Só para partir de um marco de referência consistente, reconhecido por todos os estudiosos da história brasileira, registremos a existência dos Quilombos, uma vez que eles enfrentaram uma das dimensões mais perversas de nossa história, a existência de escravidão humana, de pessoas serem tidas apenas como mercadoria e trabalho, mas também registraram, com suas experiências, importantes lições de dedicação e luta pela emancipação social, política, econômica, cultural.
Os Quilombos foram, justamente expressões marcantes destas lutas, a organização de negros escravizados, que criavam vários mecanismos para fugirem dos engenhos onde viviam e trabalhavam, para construírem comunidades livres, atraindo também brancos pobres, indígenas, caboclos, motivados pela perspectiva de uma vida livre.
Nestas comunidades, experimentavam uma organização da produção em certos casos muito desenvolvida, com técnicas agrícolas avançadas, artesanato, metalurgia, uma nova organização política, qualitativamente diferente da Colônia de Portugal, uma dinâmica social com princípios de liberdade e igualdade. Centenas de Quilombos se espalharam por todo o país durante os anos de Colônia e Império.
O mais importante deles foi o Quilombo dos Palmares, situado em uma extensa faixa de terras entre os estados de Pernambuco e Alagoas, uma experiência que durou quase um século, e que foi destruído pelos governos e senhores de terras, através de uma das mais sangrentas guerras patrocinadas no período colonial brasileiro.
Outro movimento social, inspirado em valores liberais (de forte influência na Europa naquele período), mas formado, em grande parte, por setores minoritários das elites, como religiosos, advogados, poetas, foi o abolicionismo, que também teve papel importante para que a nação superasse esta terrível fase de sua história.
Entre o final do período Imperial e os primeiros anos da República, realizaram-se os chamados “Movimentos Messiânicos”, que eram movimentos em geral conduzidos por líderes religiosos, mas com forte apelo político, formados fundamentalmente por camponeses pobres, que tentaram as primeiras experiências de reforma agrária no Brasil. Entre estes, podemos destacar a experiência do Contestado no Paraná, de Canudos na Bahia, de Caldeirão no Ceará. Todas experiências brutalmente destruídas pelo poder da República, através de guerras sangrentas com verdadeiros genocídios tendo sido praticados.
Durante todo o século XX, possivelmente, o movimento sindical se expressou como a principal forma de organização entre os movimentos sociais, tendo assumido diferentes influências, como a dos anarquistas no início do século, dos trabalhistas e dos comunistas entre a década de 30 e o Golpe Militar de 1964, do novo sindicalismo (que veio a se consolidar na construção de Central Única dos Trabalhadores – CUT), a partir da década de 80.
Concentraremos nossa análise nos chamados novos movimentos sociais, que tiveram os primeiros ensaios nas décadas de 60 e 70, mas puderam se expressar com maior dinamicidade e mobilidade a partir da década de 80.
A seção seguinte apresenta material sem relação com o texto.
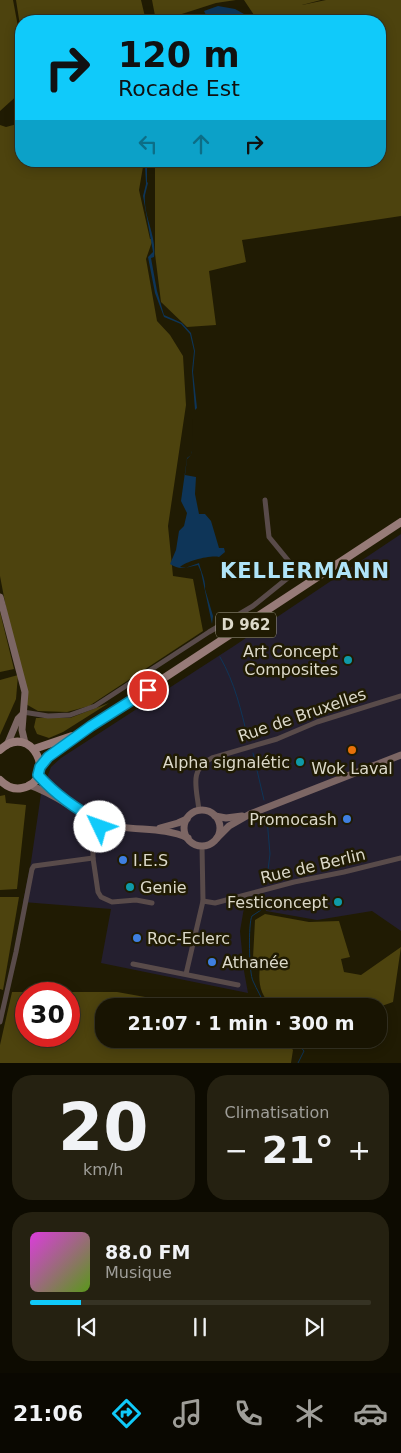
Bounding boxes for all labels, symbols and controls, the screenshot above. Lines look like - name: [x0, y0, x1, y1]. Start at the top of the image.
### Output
- icon: right: [35, 35, 100, 100]
- text: 120 m: [118, 35, 240, 75]
- text: Rocade Est: [118, 76, 240, 101]
- icon: left: [134, 130, 162, 158]
- icon: ahead: [187, 130, 215, 158]
- icon: right: [240, 130, 268, 158]
- district label: KELLERMANN: [220, 559, 390, 583]
- road number: D 962: [216, 612, 276, 638]
- place label: Art Concept Composites: [243, 642, 338, 679]
- marker: Art Concept Composites: [342, 654, 354, 666]
- pin: [127, 669, 169, 711]
- icon: arrive: [134, 676, 162, 704]
- street label: Rue de Bruxelles: [235, 684, 369, 746]
- marker: Wok Laval: [346, 744, 358, 756]
- place label: Alpha signalétic: [163, 753, 290, 772]
- marker: Alpha signalétic: [294, 756, 306, 768]
- place label: Wok Laval: [311, 759, 393, 778]
- position arrow: [73, 800, 125, 852]
- place label: Promocash: [249, 810, 337, 829]
- marker: Promocash: [341, 813, 353, 825]
- street label: Rue de Berlin: [259, 845, 367, 887]
- place label: I.E.S: [133, 851, 168, 870]
- marker: I.E.S: [117, 854, 129, 866]
- place label: Genie: [140, 878, 187, 897]
- marker: Genie: [124, 881, 136, 893]
- place label: Festiconcept: [227, 893, 328, 912]
- marker: Festiconcept: [332, 896, 344, 908]
- place label: Roc-Eclerc: [147, 929, 230, 948]
- marker: Roc-Eclerc: [131, 932, 143, 944]
- place label: Athanée: [222, 953, 289, 972]
- marker: Athanée: [206, 956, 218, 968]
- speed limit sign: 30: [15, 982, 80, 1047]
- text: 21:07 · 1 min · 300 m: [127, 1012, 355, 1034]
- text: 20: [58, 1090, 148, 1165]
- text: Climatisation: [225, 1103, 329, 1122]
- text: 21°: [262, 1128, 334, 1172]
- text: −: [225, 1134, 248, 1167]
- text: +: [348, 1134, 371, 1167]
- text: km/h: [83, 1160, 123, 1179]
- text: 88.0 FM: [105, 1241, 190, 1263]
- text: Musique: [105, 1263, 172, 1282]
- icon: previous: [73, 1313, 101, 1341]
- icon: pause: [186, 1313, 214, 1341]
- icon: next: [300, 1313, 328, 1341]
- icon: directions: [109, 1396, 144, 1431]
- icon: music: [170, 1396, 205, 1431]
- icon: phone: [231, 1396, 266, 1431]
- icon: climate: [292, 1396, 327, 1431]
- icon: car: [353, 1396, 388, 1431]
- text: 21:06: [13, 1401, 83, 1426]

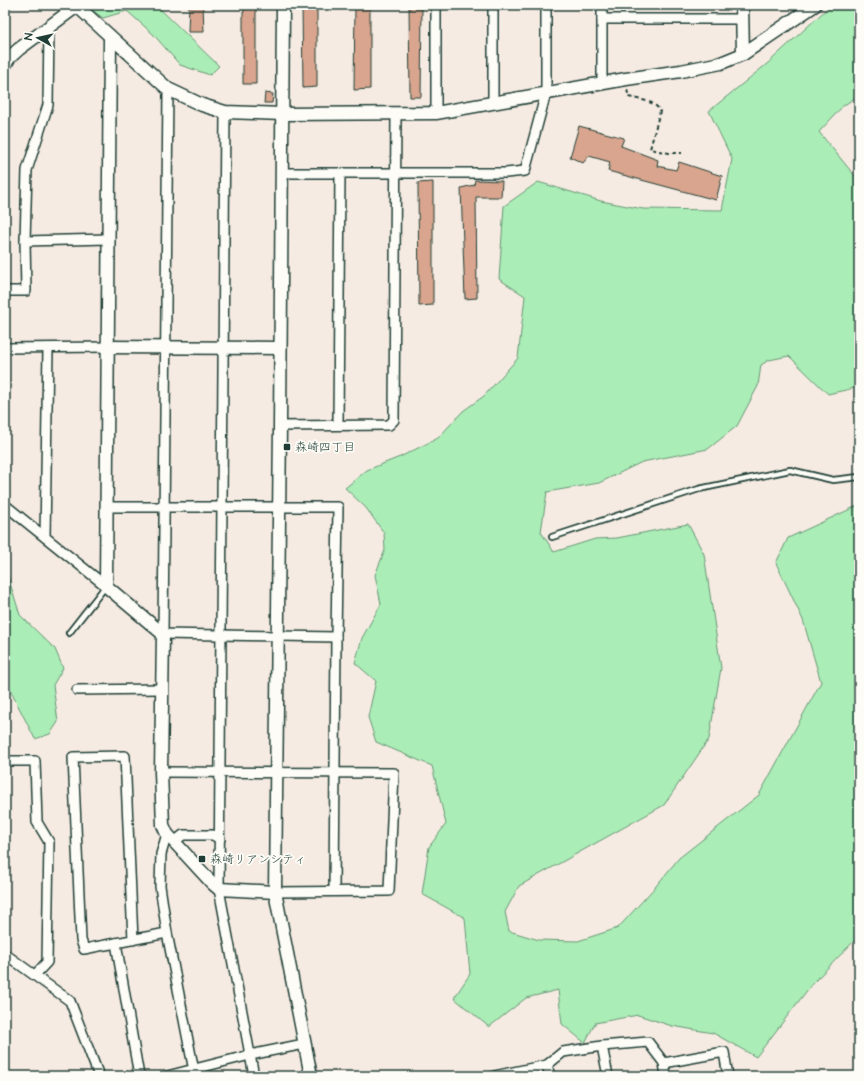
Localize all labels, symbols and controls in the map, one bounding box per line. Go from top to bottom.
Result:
north arrow [18,18,58,58]
text: N [21,32,37,41]
place label: 森崎四丁目 [295,439,355,456]
marker: 森崎四丁目 [282,442,292,452]
place label: 森崎リアンシティ [210,851,306,868]
marker: 森崎リアンシティ [197,854,207,864]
2. A atualidade dos Movimentos Sociais Populares

Principalmente na década de 80, os Movimentos Sociais Populares emergiram no contexto social e político brasileiro com uma fantástica capacidade criativa, organizativa e mobilizadora, sendo responsáveis por expressivas conquistas que garantem melhorias na qualidade de vida de amplos setores sociais, afirmação de direitos e exercício da cidadania para um número cada vez maior de agrupamentos humanos, construção de identidades coletivas e auto-estima pessoal e social de setores e grupos historicamente discriminados ou oprimidos, intervenção nas políticas públicas, modificando ou inibindo as seculares práticas assistencialistas e clientelistas, contribuindo assim para mudanças em nível do poder local e da política tradicional.
Tais conquistas são permeadas por processos educativos, tanto dos participantes diretos de tais movimentos, quanto das pessoas e grupos atingidos por sua ação, e da sociedade envolvente.
Portanto, estamos considerando movimentos sociais os agrupamentos de pessoas, geralmente das classes populares ou de grupos minoritários (no sentido de destituídos de poder) e discriminados, que agem coletivamente, com algum método, realizam parcerias e alianças, abrem diálogos e negociações com interlocutores, como processos articulados para conquistas de direitos e exercício da cidadania.
Multiplicaram-se no Brasil durante a década de 80 e principalmente nos anos 90, percebendo-se, no país, progressiva ampliação e diversificação de organizações populares, com diversos modelos organizativos, formas de mobilização, bandeiras de luta, relações com mediadores e interlocutores, processos de formação das lideranças populares.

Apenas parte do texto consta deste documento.